The alpha is sourced primarily from bear-market avoidance: the strategy captures approximately 98% of bull-market returns while reducing bear-market losses by over 200 percentage points annualised. This is economically intuitive and consistent with the broader momentum literature.

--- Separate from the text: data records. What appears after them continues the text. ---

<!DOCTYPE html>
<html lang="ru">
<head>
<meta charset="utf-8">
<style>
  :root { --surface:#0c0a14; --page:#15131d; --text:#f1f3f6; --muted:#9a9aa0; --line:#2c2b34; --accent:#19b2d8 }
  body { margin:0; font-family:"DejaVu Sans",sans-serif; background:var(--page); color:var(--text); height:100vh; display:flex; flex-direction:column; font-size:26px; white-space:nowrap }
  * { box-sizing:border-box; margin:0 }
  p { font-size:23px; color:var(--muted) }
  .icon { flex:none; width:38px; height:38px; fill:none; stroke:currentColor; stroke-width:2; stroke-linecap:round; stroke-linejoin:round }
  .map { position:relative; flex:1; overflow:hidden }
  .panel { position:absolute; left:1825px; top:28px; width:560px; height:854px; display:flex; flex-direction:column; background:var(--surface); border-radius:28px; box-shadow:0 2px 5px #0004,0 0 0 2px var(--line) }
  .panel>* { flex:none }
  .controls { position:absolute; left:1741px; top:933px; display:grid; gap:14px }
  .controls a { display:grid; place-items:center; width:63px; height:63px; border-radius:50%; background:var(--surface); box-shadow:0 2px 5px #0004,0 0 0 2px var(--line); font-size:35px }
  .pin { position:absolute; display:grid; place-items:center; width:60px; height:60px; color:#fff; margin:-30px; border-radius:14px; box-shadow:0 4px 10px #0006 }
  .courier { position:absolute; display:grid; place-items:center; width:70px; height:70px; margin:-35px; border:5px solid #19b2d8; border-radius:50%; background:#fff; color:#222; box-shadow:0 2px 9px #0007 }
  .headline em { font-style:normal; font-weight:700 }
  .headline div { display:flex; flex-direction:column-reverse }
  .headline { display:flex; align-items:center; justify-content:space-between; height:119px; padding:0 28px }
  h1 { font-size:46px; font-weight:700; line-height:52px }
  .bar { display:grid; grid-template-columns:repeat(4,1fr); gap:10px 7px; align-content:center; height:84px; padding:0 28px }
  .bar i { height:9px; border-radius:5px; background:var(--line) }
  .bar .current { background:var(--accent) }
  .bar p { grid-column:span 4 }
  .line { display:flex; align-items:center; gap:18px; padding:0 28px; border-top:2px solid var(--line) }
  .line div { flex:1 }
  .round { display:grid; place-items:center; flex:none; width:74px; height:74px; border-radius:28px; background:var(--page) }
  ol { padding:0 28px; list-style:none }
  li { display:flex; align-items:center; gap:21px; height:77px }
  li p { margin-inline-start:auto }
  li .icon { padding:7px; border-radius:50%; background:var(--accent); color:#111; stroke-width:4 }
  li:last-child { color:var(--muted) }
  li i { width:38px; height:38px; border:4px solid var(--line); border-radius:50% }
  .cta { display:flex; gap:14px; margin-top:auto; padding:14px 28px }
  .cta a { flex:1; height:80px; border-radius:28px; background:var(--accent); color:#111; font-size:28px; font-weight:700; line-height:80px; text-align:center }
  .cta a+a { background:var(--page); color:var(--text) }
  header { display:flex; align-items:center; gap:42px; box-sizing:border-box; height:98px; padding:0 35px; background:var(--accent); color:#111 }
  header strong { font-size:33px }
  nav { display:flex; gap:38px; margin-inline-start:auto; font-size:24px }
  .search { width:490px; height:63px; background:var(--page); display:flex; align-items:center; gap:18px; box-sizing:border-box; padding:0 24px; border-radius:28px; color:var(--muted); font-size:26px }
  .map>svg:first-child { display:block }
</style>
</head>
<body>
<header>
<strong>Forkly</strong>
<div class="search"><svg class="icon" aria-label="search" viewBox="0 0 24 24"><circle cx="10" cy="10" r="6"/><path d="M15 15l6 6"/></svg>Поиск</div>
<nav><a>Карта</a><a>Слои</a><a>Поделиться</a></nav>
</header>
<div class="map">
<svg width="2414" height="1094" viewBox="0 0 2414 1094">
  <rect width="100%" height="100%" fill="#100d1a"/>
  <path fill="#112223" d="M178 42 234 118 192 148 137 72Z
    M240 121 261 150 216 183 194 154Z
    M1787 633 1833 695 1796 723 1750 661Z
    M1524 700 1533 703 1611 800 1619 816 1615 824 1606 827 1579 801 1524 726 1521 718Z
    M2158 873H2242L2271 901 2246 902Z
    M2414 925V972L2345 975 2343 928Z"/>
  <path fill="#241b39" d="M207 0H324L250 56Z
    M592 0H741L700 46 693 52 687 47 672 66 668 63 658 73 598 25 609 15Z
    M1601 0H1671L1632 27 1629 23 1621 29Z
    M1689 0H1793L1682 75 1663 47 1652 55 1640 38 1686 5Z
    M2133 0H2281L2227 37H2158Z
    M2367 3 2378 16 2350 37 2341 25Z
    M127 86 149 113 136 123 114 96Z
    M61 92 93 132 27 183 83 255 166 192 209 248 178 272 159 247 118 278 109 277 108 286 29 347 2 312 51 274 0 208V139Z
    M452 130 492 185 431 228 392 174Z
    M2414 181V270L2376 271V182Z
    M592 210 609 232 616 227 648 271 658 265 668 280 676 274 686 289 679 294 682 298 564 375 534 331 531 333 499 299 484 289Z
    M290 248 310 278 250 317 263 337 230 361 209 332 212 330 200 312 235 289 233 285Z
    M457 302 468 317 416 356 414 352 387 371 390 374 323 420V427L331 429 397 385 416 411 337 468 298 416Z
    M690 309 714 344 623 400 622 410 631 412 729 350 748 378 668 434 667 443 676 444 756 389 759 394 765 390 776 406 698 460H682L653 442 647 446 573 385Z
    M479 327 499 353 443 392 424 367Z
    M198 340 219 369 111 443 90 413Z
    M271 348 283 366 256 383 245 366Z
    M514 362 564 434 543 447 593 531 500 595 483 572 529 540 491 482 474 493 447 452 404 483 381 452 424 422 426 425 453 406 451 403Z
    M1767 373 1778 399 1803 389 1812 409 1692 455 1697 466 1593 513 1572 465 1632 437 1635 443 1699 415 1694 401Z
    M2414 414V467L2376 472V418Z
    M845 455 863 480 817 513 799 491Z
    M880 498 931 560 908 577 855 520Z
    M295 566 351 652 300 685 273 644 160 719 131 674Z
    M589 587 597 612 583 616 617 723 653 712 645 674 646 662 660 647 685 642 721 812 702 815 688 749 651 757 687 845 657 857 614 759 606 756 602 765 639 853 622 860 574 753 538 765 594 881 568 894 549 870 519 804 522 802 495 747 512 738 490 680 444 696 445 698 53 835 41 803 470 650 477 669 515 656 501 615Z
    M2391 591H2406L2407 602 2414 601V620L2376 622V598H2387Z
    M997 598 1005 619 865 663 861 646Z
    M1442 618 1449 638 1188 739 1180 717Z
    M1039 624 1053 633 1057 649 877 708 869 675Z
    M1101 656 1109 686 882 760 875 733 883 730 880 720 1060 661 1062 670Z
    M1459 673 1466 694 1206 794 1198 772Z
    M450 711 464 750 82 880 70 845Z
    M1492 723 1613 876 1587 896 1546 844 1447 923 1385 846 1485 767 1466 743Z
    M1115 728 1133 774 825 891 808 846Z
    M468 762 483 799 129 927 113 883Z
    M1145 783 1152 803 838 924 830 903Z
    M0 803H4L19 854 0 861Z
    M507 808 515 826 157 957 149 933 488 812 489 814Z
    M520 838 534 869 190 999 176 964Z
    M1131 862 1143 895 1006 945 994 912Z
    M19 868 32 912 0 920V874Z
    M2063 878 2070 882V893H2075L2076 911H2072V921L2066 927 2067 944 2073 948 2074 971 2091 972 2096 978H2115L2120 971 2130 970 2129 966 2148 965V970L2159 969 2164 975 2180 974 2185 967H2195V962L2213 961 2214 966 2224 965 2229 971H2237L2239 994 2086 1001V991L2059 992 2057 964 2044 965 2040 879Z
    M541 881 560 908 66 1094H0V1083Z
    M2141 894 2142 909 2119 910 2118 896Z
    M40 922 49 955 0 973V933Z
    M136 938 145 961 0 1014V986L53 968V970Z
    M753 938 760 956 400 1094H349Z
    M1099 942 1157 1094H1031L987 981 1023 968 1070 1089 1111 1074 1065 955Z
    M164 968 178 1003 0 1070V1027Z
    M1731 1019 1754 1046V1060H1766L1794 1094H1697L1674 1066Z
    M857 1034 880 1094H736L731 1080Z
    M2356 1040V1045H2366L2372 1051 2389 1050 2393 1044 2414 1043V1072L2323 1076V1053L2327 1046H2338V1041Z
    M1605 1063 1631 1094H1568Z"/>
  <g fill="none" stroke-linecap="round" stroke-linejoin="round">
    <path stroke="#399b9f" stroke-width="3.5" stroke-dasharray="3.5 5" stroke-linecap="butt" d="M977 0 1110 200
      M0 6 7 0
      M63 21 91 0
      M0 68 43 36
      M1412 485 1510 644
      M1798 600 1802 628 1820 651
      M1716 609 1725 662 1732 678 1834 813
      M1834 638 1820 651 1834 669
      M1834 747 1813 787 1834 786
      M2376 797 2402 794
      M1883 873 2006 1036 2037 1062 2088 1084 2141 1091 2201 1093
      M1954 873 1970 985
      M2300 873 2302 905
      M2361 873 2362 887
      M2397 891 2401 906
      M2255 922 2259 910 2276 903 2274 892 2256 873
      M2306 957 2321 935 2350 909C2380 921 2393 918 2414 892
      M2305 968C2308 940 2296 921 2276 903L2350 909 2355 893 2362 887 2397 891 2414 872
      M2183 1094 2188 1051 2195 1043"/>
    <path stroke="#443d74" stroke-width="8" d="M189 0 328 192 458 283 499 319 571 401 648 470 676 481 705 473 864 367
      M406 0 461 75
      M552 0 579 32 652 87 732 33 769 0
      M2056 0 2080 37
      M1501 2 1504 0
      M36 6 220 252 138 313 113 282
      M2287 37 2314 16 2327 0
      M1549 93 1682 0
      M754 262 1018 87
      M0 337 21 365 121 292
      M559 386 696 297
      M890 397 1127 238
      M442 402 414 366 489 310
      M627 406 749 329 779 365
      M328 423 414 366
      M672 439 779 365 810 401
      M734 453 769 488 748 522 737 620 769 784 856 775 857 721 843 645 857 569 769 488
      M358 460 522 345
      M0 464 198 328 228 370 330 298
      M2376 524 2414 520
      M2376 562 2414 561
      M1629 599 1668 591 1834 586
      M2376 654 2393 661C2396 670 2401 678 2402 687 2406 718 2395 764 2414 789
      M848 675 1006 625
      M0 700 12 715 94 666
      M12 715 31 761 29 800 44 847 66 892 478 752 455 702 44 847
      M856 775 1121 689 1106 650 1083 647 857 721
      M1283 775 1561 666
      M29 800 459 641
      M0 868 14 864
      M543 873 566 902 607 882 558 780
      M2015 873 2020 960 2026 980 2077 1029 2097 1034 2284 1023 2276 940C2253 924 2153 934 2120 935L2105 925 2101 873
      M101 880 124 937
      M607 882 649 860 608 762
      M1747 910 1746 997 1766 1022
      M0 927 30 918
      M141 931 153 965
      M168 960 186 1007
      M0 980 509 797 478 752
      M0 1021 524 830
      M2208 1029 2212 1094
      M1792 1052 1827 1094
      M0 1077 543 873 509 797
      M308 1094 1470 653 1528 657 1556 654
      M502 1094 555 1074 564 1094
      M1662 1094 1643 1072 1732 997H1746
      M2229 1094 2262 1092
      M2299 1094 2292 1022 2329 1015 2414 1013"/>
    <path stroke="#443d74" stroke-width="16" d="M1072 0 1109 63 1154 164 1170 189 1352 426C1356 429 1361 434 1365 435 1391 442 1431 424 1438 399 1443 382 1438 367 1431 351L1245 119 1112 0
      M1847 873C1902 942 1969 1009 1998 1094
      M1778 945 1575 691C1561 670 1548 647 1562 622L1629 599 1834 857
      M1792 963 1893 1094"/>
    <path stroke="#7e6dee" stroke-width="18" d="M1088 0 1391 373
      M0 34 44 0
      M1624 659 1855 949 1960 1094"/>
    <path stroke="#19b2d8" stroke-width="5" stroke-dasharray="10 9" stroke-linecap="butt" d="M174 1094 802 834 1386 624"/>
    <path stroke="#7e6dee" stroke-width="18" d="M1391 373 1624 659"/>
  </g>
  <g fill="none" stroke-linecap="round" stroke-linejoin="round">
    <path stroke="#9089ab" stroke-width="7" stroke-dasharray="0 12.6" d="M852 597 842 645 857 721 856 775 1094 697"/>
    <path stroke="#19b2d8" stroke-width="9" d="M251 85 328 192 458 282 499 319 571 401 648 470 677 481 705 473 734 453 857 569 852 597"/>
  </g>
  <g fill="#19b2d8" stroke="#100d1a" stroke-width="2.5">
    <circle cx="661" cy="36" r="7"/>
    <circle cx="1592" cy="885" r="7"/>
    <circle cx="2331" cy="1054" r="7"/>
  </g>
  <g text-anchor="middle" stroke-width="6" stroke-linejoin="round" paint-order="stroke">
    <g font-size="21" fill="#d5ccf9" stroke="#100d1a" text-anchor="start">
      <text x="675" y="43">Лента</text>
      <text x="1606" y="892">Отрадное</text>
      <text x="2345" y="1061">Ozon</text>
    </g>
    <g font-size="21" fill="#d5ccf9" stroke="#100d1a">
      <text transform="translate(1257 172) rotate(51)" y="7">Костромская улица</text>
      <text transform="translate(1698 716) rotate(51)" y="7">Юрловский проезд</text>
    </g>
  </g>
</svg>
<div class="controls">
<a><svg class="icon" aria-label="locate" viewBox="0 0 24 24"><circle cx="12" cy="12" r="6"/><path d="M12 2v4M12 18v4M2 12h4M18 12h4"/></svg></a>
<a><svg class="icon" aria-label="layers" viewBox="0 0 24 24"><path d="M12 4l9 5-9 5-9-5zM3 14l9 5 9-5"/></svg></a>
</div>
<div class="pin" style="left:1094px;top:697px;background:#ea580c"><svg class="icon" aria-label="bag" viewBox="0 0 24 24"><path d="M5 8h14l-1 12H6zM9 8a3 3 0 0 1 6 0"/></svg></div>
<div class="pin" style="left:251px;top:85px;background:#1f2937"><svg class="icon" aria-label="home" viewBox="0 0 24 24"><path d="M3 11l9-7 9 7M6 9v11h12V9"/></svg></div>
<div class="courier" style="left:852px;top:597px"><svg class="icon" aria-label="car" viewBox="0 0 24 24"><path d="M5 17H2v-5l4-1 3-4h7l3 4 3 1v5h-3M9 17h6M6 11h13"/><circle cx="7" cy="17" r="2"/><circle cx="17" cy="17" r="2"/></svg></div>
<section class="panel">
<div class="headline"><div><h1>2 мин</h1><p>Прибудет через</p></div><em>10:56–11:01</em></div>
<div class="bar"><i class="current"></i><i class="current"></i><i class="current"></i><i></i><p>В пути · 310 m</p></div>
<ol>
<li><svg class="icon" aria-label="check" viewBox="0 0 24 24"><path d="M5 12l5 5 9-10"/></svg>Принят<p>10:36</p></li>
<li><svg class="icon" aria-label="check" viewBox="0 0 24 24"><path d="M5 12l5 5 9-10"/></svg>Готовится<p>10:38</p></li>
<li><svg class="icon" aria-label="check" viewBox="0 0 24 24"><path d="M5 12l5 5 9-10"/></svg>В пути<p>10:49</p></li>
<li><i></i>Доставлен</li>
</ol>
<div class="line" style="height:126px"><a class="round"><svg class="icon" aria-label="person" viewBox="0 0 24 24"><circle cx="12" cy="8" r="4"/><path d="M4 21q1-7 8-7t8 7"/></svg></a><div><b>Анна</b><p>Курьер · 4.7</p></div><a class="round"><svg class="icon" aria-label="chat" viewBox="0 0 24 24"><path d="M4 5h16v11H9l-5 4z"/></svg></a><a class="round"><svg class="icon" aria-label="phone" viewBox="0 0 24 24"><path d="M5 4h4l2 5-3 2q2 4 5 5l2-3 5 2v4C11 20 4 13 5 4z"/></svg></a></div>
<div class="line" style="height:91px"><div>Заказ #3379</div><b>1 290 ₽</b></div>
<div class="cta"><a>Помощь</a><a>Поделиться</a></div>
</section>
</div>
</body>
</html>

We conclude that the strategy exhibits genuine alpha, conditional on the persistence of momentum-driven regime shifts in digital asset markets, and that it is best deployed as a complement to a diversified portfolio rather than as a stand-alone allocation.

References

  • Harvey, C. R., & Liu, Y. (2015). Backtesting. Journal of Portfolio Management, 42(1), 13-28.
  • Hurst, B., Ooi, Y. H., & Pedersen, L. H. (2017). A century of evidence on trend-following investing. Journal of Portfolio Management, 44(1), 15-29.
  • Jegadeesh, N., & Titman, S. (1993). Returns to buying winners and selling losers. Journal of Finance, 48(1), 65-91.
  • Moskowitz, T. J., Ooi, Y. H., & Pedersen, L. H. (2012). Time series momentum. Journal of Financial Economics, 104(2), 228-250.

Appendix: Methodology Notes

Sharpe ratio: Annualised = (mean daily excess return / std daily excess return) × √365.25, rf = 3%.

Bootstrap: Circular block bootstrap, block size 20, 10,000 replications.

Deflated Sharpe Ratio: Harvey & Liu (2015) with non-normality correction. Trials = 448.

Regime classification: Bull/bear defined as trailing 60-day EW return above +20% / below -20%.

Walk-forward: 2-year train, 1-year test, rolling 1 year. Fixed parameters, no re-optimisation.